Let's create some sample high-dimensional data that mimics embedding vectors.

In [None]:
# Generate sample embedding-like data
n_samples = 1000
n_features = 512  # Common embedding dimension
n_centers = 5

X, true_labels = make_blobs(
    n_samples=n_samples, 
    centers=n_centers,
    n_features=n_features,
    random_state=42,
    cluster_std=2.0
)

# Normalize to unit vectors (common for embeddings)
X = X / np.linalg.norm(X, axis=1, keepdims=True)
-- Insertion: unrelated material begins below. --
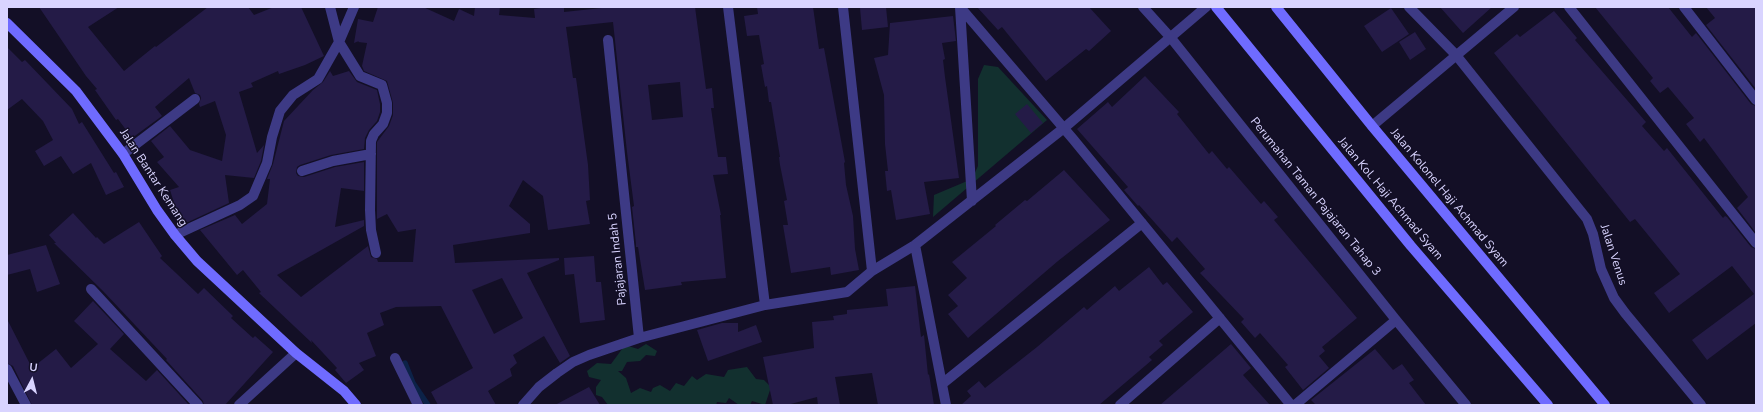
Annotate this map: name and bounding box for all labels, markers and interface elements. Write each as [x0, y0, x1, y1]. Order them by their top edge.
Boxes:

print(f"Created {n_samples} samples with {n_features} dimensions")
print(f"True number of clusters: {len(np.unique(true_labels))}")
print(f"Data shape: {X.shape}")

## Apply EVoC Clustering

Now let's cluster the data using EVoC with default parameters.

In [None]:
# Initialize and fit EVoC
clusterer = EVoC(
    n_neighbors=15,
    noise_level=0.5,
    base_min_cluster_size=5,
    random_state=42
)

# Fit and predict
labels = clusterer.fit_predict(X)

# Analyze results
n_clusters = len(np.unique(labels[labels >= 0]))
n_noise = np.sum(labels == -1)

print(f"EVoC found {n_clusters} clusters")
print(f"Number of noise points: {n_noise}")
print(f"Number of clustering layers: {len(clusterer.cluster_layers_)}")

# Show cluster sizes
unique_labels, counts = np.unique(labels[labels >= 0], return_counts=True)
for label, count in zip(unique_labels, counts):
    print(f"Cluster {label}: {count} points")